What do you think is the most important skill you’ve learned?
One skill I use a lot is math. I use it in the optimization and modeling—mostly function approximations, statistics, and continuous math. Many people learn math and never use it again. If I didn’t know it, my career would not have worked at all. Another useful skill that I’ve acquired — unfortunately late in life, and I would have preferred to have learned it earlier — is to listen carefully to what other people are saying and what they really want. It’s not necessarily what they’re saying but what they’re implying. I learned to really infer what the underlying challenge is by asking probing questions. That did not come naturally, and it isn’t something that can be easily taught. It’s learned through practice.

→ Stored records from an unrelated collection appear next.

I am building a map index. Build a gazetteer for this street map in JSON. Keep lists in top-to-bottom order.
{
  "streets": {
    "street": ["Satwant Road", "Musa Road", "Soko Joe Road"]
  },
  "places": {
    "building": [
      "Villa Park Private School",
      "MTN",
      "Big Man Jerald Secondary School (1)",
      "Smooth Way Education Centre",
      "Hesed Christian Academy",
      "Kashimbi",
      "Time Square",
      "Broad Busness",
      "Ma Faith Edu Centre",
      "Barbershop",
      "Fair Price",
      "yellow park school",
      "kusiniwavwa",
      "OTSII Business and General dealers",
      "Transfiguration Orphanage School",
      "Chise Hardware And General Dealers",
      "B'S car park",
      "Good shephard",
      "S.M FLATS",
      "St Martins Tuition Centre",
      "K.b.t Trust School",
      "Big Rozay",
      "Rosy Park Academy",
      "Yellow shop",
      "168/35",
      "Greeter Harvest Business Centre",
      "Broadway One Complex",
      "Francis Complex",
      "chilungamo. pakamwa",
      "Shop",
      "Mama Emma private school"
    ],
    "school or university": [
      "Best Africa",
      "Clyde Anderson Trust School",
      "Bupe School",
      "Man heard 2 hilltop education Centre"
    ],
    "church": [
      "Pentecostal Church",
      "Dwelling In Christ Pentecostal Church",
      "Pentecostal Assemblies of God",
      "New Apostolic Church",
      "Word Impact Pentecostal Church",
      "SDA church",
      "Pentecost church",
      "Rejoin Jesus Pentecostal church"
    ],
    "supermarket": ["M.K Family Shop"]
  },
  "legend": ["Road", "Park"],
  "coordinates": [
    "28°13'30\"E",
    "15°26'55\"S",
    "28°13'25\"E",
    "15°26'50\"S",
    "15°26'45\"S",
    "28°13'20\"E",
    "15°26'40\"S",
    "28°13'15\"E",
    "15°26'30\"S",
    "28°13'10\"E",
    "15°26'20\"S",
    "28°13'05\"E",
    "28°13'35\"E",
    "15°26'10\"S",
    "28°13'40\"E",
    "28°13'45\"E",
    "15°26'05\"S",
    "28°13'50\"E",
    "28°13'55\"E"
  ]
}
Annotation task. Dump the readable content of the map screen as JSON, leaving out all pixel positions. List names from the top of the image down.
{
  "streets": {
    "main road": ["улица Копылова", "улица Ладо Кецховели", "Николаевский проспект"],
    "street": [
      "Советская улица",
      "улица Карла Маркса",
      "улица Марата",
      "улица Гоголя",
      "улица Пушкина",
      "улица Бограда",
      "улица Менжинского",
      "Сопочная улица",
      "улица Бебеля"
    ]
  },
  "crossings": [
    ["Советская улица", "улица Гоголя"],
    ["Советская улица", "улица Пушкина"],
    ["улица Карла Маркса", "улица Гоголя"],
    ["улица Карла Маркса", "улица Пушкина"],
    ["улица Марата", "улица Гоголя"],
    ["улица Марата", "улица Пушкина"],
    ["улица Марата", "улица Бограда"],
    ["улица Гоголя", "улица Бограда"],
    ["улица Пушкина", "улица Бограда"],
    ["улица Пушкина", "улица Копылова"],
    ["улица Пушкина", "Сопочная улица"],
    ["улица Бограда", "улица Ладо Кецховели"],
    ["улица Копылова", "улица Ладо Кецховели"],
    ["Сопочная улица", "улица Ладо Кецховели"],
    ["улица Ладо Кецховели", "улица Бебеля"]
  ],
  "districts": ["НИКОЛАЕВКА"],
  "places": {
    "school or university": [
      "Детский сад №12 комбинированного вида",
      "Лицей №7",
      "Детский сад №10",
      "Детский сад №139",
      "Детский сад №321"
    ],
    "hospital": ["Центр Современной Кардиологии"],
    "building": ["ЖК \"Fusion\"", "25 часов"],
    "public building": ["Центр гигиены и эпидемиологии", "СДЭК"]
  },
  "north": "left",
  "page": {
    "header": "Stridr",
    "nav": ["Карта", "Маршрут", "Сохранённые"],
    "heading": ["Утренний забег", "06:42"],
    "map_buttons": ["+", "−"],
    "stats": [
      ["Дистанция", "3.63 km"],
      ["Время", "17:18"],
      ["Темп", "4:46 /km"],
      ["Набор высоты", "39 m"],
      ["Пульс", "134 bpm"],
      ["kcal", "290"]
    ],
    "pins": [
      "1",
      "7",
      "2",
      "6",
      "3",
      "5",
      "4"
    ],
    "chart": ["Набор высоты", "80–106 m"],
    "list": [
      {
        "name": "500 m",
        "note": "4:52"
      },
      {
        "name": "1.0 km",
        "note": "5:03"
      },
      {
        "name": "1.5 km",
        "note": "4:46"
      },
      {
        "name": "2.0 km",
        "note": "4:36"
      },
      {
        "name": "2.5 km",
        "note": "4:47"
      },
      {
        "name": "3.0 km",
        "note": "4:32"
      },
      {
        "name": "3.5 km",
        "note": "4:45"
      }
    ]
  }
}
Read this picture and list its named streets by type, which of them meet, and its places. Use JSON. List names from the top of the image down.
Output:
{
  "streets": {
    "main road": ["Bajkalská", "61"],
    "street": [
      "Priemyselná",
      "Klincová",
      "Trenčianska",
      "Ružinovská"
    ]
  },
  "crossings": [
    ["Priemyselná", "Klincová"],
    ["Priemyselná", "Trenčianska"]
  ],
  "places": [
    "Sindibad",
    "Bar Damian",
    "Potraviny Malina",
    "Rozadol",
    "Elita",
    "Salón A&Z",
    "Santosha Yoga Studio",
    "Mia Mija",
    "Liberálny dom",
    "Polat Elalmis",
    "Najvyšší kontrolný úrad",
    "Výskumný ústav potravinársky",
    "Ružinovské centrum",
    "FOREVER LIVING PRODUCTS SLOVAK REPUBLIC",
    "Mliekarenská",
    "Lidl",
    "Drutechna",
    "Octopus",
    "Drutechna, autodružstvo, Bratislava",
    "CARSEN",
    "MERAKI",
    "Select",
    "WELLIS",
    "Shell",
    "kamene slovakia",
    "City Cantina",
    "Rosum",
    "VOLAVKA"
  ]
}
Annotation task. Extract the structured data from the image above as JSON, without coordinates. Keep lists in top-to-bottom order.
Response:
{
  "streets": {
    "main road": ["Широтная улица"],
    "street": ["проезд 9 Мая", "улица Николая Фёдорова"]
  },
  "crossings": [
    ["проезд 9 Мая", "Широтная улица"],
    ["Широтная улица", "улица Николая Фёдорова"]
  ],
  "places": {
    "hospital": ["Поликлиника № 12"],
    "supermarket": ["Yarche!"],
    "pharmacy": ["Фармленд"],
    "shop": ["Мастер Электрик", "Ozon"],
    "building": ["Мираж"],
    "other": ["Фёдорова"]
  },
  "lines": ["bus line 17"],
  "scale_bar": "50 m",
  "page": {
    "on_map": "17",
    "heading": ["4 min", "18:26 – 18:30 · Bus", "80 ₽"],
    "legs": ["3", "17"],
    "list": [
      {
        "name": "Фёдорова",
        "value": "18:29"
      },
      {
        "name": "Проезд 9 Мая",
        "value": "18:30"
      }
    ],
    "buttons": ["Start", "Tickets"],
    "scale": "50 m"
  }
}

What kind of technology do you think will be most prominent in ten years?
Several technologies. One is miniaturization of what occurs in large machines into handheld ones. For example, your iPhone will be able to translate languages and receive voice commands. (Not just the iPhone of course; just using an example of a hand device with power.) Basically, we’ll be able to access information and issue commands via language and speech, hands-free while driving or working. Computing will become ubiquitous as opposed to being confined to stationary objects like these machines [points to desktop in the office]. That trend is already solidly on its way, not just speculation.
What are your hobbies?
I play chess. I used to do long distance bicycle riding. I do less of it now, but I should do more. I also read science fiction. Some of my favorite authors are Robert Heinlein and Isaac Asimov—the classic ones. Many of the modern ones are good too. Oh, I left out Arthur C. Clarke.
What are some cool places you’ve traveled to that you’ve really enjoyed?
Recently, I traveled to Egypt. I’d love to see not just the pyramids, but also all the ancient sites and tombs. I also go back to Uruguay once every several years. At one time, it was a dictatorship, and it was more problematic to go back (when I was younger). But that ended and now it’s a normal democracy, so it’s no longer a problem.
Working in language technologies, have you had to learn many languages? How many languages do you speak?
I speak Spanish, French, and English fluently. I sort of speak other languages like Italian and Portuguese—a little bit of German, too. I have studied other languages, like Japanese, but I don’t speak them. If you learn one Romance language, it’s easy to pick up other ones. English less so, but in general, there’s a lot of Latin in its structure. Picking up Japanese would’ve required more effort than I was willing to invest. Watashi wa nihongo wo hanasemasen. That means “Sorry, I don’t speak Japanese” in Japanese by the way.
I’ve taken Latin in high school. I proceeded to forget it later, but I guess I can still read it. I never did learn ancient Greek though—just Latin.
Favorite food or type of food?
My problem is that all foods are my favorite! In fact, I need to come up with a way of cutting that. It’s really true. I like to travel and try local cuisine. I’ve been to India, specifically southern India, and I loved to try all the different kinds of food there. Some of it was too spicy for me. I’ve also been to Korea. Interestingly enough, the small towns in Korea have slightly different food than what we get in restaurants. I love the geography of Korea—the mountains and lakes. I’ll be going back there in two weeks for a business trip.